Does somebody know what I am doing wrong here, should i maybe use curvefit instead of lstsq , or is my mistake in the plotting code?

Some follow-up clarification, the code I wrote gave this output for the constants a to e.

array([-2.63562548, 0.14364618, 0.55144696, 3.22294034, -0.43289427])

I plotted the result with this code

obx = np.array([1.02, 0.95, 0.87, 0.77, 0.67, 0.56, 0.44, 0.3, 0.16, 0.01])
oby = np.array([0.39, 0.32, 0.27, 0.22, 0.18, 0.15, 0.13, 0.12, 0.13, 0.15])

def data_plot(x, y, a, b, c, d, e):

    def f(x, y):
    
        return a * y**2 + b * x * y + c * x + d * y + e
    plt.close() 

    size = 100
    xrang = np.linspace(0,0.5, size)
    yrang = np.linspace(0,90, size)
    X, Y = np.meshgrid(xrang, yrang)

    F = f(X, Y)
    G = X**2

    plt.contour( (F-G), [0])

    plt.scatter(x, y)
    plt.xlim([-0.5, 1.5])
    plt.ylim([0, 0.5])

    plt.xlabel('x-coordinate')
    plt.ylabel('y-coordinate')
    plt.show()
    return None
data_plot(obx, oby, -2.63562548, 0.14364618, 0.55144696, 3.22294034, -0.43289427 
)

which give this, obviously wrong, result.plot

Answer 1

Does somebody know what I am doing wrong here, should i maybe use curvefit instead of lstsq , or is my mistake in the plotting code?

I think it's a mistake in your plotting code.

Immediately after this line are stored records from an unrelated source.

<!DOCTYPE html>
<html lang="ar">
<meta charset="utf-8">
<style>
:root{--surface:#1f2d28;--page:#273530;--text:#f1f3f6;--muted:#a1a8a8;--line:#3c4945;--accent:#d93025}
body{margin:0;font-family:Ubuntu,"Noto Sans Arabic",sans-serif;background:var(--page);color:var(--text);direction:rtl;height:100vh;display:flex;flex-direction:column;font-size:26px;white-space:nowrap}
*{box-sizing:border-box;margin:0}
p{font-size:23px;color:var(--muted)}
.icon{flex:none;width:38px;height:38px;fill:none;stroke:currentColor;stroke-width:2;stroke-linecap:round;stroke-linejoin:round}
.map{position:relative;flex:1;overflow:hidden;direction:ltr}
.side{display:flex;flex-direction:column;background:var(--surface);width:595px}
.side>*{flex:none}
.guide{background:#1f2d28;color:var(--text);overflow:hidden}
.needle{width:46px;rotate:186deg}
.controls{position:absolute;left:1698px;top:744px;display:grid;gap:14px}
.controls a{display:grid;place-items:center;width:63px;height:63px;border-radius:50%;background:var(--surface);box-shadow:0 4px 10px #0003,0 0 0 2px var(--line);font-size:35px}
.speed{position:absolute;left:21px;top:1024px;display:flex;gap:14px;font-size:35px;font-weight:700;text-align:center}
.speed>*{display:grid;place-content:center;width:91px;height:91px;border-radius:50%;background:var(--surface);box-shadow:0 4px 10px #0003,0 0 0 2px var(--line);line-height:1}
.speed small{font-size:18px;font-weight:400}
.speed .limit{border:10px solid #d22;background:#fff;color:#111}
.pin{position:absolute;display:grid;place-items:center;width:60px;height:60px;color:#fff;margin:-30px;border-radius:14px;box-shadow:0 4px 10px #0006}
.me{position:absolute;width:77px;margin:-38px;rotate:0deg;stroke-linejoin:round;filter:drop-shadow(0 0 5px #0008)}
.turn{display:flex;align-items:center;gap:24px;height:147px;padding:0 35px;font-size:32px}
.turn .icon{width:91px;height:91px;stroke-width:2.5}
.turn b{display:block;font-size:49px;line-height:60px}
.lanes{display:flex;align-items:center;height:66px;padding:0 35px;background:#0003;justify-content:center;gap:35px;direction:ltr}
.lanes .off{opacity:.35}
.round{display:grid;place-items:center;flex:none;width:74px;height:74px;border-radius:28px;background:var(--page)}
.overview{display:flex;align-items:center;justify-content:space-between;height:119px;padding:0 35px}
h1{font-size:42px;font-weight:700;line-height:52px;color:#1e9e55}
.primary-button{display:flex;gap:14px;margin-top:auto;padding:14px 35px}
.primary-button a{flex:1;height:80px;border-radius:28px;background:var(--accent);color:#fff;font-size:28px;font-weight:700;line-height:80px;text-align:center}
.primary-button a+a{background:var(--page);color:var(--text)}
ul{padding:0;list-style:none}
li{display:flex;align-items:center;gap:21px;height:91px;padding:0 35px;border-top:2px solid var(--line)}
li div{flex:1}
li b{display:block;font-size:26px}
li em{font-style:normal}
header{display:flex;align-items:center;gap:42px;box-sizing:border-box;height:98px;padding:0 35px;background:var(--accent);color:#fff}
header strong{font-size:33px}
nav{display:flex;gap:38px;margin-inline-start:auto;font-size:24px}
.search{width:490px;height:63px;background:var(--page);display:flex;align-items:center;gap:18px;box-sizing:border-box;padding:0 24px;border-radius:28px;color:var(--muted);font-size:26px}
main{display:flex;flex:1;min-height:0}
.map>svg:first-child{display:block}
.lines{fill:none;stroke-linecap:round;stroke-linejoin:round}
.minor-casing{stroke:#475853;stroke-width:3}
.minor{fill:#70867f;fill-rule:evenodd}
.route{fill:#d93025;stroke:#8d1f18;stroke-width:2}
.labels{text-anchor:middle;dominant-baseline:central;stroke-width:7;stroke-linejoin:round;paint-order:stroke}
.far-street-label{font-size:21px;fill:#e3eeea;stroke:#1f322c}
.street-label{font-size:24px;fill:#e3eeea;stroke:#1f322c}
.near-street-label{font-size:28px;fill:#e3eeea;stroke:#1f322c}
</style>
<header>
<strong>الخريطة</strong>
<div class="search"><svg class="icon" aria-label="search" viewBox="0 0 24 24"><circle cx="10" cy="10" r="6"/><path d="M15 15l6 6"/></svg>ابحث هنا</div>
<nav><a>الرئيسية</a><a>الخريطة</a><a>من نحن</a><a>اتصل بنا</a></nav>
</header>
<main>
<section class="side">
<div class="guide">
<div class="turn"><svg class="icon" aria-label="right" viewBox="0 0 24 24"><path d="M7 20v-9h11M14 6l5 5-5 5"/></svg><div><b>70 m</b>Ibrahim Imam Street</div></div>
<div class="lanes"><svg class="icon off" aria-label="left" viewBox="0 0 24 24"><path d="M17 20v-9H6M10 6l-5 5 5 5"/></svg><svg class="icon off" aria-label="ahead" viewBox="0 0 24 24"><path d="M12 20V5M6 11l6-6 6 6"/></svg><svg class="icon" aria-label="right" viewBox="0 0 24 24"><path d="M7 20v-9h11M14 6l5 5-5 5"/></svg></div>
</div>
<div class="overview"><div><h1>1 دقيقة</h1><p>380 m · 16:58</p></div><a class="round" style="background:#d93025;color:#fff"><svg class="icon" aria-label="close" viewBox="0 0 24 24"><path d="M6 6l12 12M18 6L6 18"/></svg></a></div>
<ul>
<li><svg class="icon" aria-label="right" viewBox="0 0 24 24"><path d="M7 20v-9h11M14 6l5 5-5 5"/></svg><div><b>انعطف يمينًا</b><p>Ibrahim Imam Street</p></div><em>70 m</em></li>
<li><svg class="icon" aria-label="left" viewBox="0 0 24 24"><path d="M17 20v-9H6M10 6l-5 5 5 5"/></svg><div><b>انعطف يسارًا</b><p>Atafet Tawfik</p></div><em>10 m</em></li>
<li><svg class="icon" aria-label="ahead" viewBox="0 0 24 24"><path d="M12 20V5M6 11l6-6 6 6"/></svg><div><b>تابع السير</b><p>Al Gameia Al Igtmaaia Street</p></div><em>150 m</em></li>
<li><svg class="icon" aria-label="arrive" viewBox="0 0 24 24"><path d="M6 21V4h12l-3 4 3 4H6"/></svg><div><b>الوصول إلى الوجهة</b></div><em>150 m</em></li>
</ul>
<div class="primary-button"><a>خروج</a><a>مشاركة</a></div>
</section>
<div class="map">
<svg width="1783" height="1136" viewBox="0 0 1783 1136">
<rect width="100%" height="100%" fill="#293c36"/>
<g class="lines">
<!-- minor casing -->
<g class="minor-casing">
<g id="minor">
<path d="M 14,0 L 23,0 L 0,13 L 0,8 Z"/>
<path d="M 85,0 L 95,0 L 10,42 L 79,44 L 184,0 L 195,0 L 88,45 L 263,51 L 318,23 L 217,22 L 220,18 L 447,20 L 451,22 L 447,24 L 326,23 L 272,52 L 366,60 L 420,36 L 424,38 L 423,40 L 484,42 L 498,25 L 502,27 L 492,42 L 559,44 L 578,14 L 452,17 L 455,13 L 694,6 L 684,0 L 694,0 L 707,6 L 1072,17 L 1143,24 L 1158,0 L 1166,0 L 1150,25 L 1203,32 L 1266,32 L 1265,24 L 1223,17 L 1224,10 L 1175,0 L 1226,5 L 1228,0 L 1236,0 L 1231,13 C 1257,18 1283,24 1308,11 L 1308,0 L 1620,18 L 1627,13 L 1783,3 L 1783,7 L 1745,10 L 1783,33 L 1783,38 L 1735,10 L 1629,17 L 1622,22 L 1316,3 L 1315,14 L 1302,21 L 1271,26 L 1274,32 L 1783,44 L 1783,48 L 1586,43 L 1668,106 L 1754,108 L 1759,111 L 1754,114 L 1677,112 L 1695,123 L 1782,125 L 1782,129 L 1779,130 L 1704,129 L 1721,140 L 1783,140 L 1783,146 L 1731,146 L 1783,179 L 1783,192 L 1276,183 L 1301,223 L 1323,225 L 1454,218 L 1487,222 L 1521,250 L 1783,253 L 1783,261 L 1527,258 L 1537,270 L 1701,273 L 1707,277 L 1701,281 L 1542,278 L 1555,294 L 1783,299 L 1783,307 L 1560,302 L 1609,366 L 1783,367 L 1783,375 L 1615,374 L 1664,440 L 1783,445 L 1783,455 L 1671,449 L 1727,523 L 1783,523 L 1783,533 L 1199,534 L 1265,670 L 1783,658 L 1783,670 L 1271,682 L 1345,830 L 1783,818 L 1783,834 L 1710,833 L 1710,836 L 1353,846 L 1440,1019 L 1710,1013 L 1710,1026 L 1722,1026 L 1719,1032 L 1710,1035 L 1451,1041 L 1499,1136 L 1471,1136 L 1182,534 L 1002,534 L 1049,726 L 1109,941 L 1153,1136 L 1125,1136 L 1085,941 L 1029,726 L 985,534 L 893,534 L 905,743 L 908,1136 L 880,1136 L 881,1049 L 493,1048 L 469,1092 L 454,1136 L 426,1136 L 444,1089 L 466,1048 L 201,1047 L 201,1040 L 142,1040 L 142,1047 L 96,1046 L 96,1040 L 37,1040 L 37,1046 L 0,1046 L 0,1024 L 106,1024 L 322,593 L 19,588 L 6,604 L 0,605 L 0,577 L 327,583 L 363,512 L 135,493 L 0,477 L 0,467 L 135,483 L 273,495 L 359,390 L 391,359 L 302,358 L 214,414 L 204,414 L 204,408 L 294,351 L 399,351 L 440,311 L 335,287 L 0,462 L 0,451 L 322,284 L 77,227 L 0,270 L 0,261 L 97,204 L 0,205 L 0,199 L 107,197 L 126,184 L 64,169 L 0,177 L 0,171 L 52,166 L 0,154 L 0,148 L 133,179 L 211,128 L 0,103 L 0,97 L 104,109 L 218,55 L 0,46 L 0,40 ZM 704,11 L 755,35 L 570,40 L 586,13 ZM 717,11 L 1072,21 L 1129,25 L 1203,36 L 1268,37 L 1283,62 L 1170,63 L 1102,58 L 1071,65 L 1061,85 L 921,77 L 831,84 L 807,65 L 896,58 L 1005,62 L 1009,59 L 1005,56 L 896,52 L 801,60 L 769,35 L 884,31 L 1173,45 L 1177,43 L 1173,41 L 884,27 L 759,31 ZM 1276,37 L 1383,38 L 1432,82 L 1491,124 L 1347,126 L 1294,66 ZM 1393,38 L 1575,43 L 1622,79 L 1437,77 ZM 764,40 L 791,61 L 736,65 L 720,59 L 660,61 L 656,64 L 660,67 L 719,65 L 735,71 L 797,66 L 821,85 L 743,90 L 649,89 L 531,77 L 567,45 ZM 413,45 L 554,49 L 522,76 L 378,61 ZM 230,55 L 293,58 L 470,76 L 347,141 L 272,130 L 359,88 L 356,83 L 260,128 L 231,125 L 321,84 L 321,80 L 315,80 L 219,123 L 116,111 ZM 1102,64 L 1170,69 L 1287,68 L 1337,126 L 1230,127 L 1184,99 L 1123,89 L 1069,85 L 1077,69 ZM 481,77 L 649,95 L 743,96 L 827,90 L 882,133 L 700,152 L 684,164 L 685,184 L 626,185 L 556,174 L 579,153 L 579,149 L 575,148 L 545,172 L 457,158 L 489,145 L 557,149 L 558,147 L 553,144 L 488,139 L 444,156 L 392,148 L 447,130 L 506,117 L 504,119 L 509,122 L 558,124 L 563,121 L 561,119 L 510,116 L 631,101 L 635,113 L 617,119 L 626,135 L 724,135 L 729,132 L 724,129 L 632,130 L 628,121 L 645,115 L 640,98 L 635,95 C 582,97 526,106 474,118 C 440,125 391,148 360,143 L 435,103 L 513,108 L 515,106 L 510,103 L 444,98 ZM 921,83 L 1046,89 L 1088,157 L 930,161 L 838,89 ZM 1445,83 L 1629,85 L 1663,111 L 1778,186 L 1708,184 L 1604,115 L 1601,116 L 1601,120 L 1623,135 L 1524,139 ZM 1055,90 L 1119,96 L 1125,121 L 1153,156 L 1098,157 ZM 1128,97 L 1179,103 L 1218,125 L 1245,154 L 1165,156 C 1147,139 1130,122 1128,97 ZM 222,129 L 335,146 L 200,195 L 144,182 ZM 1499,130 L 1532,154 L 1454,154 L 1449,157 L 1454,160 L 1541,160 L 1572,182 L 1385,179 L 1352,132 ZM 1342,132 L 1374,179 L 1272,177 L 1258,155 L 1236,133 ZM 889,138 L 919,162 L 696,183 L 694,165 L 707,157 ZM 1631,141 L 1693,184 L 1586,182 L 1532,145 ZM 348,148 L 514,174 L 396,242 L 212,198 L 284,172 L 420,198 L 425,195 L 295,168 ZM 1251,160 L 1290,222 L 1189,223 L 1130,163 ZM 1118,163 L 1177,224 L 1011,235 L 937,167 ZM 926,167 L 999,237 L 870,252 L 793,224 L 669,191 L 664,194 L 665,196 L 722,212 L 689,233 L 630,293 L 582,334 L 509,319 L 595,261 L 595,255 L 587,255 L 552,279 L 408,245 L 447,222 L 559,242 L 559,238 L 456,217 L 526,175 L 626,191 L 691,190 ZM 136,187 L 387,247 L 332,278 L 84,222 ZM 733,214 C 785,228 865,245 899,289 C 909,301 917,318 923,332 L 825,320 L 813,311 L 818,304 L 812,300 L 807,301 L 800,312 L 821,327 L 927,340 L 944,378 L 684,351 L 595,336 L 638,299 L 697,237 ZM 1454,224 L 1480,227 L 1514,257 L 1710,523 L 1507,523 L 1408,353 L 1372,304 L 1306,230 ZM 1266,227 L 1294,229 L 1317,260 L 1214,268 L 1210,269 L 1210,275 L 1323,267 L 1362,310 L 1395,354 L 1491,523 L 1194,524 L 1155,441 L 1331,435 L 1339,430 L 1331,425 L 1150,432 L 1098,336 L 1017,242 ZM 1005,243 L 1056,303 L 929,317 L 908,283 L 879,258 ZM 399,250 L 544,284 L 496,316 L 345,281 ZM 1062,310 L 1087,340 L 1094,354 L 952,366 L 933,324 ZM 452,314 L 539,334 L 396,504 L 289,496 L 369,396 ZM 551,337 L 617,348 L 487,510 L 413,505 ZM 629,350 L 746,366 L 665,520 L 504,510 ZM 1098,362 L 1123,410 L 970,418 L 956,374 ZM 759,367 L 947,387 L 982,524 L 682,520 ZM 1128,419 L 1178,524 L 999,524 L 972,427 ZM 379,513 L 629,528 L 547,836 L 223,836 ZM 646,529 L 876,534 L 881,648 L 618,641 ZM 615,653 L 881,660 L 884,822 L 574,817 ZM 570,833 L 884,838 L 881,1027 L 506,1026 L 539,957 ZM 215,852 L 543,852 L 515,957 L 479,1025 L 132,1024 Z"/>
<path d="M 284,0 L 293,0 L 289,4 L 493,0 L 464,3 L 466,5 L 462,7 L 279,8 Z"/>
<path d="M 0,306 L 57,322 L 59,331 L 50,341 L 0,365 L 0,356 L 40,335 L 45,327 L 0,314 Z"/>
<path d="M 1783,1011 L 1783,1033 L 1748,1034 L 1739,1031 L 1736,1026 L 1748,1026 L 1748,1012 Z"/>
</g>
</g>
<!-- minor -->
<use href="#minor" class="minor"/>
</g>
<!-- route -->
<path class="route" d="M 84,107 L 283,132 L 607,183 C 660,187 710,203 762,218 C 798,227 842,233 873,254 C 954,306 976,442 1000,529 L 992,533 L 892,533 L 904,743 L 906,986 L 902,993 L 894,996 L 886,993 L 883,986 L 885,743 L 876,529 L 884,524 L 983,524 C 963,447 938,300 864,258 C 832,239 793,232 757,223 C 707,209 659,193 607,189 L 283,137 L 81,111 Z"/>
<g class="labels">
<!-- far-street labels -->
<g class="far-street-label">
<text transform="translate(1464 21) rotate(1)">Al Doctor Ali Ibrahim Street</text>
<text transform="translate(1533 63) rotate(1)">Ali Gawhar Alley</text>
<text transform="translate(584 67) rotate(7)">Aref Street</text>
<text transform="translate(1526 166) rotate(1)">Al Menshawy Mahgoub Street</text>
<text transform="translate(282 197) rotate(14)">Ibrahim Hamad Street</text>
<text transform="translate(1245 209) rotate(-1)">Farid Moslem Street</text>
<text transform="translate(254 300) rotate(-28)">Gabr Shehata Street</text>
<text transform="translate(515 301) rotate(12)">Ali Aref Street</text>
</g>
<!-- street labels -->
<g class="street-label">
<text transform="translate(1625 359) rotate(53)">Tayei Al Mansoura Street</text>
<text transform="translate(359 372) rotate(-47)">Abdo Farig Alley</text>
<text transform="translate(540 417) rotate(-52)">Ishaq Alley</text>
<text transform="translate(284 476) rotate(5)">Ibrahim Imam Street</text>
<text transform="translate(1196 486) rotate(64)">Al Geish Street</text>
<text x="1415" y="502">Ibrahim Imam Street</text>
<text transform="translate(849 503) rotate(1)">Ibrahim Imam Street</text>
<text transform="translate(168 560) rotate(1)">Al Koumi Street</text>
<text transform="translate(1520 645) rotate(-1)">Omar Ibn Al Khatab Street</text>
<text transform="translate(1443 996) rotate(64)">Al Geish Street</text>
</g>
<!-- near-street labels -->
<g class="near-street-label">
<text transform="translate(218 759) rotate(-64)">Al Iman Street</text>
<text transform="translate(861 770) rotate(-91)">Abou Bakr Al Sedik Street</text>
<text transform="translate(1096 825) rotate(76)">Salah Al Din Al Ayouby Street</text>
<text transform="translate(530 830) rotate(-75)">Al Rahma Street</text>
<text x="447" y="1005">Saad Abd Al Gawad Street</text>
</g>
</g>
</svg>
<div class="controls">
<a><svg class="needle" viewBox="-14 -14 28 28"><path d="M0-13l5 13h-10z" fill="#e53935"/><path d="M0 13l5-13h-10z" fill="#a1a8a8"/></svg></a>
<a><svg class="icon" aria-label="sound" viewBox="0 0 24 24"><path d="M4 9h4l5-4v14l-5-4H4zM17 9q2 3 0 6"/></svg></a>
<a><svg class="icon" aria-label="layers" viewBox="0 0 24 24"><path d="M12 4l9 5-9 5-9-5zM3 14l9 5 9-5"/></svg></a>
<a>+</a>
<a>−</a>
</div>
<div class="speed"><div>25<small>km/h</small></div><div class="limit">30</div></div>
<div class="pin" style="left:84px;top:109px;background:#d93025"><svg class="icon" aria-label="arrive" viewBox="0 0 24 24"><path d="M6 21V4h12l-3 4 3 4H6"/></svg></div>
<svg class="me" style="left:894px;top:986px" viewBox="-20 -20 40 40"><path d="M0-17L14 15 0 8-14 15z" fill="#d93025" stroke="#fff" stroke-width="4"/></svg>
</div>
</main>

I plotted this in a different manner, and it agrees with the initial points.

from sympy import plot_implicit, symbols, Eq, And
from sympy.plotting.plot import List2DSeries
import numpy as np

obx = np.array([1.02, 0.95, 0.87, 0.77, 0.67, 0.56, 0.44, 0.3, 0.16, 0.01])
oby = np.array([0.39, 0.32, 0.27, 0.22, 0.18, 0.15, 0.13, 0.12, 0.13, 0.15])
x, y = symbols('x y')
a, b, c, d, e = -2.63562548,  0.14364618,  0.55144696,  3.22294034, -0.43289427
p1 = plot_implicit(Eq(a*y**2+ b*x*y + c*x + d*y + e, x**2), (x, -2, 2), (y, -2, 2), line_color='red')
p1.append(List2DSeries(obx, oby))
p1.show()

(Blue is initial points, red is the least-squares fit.)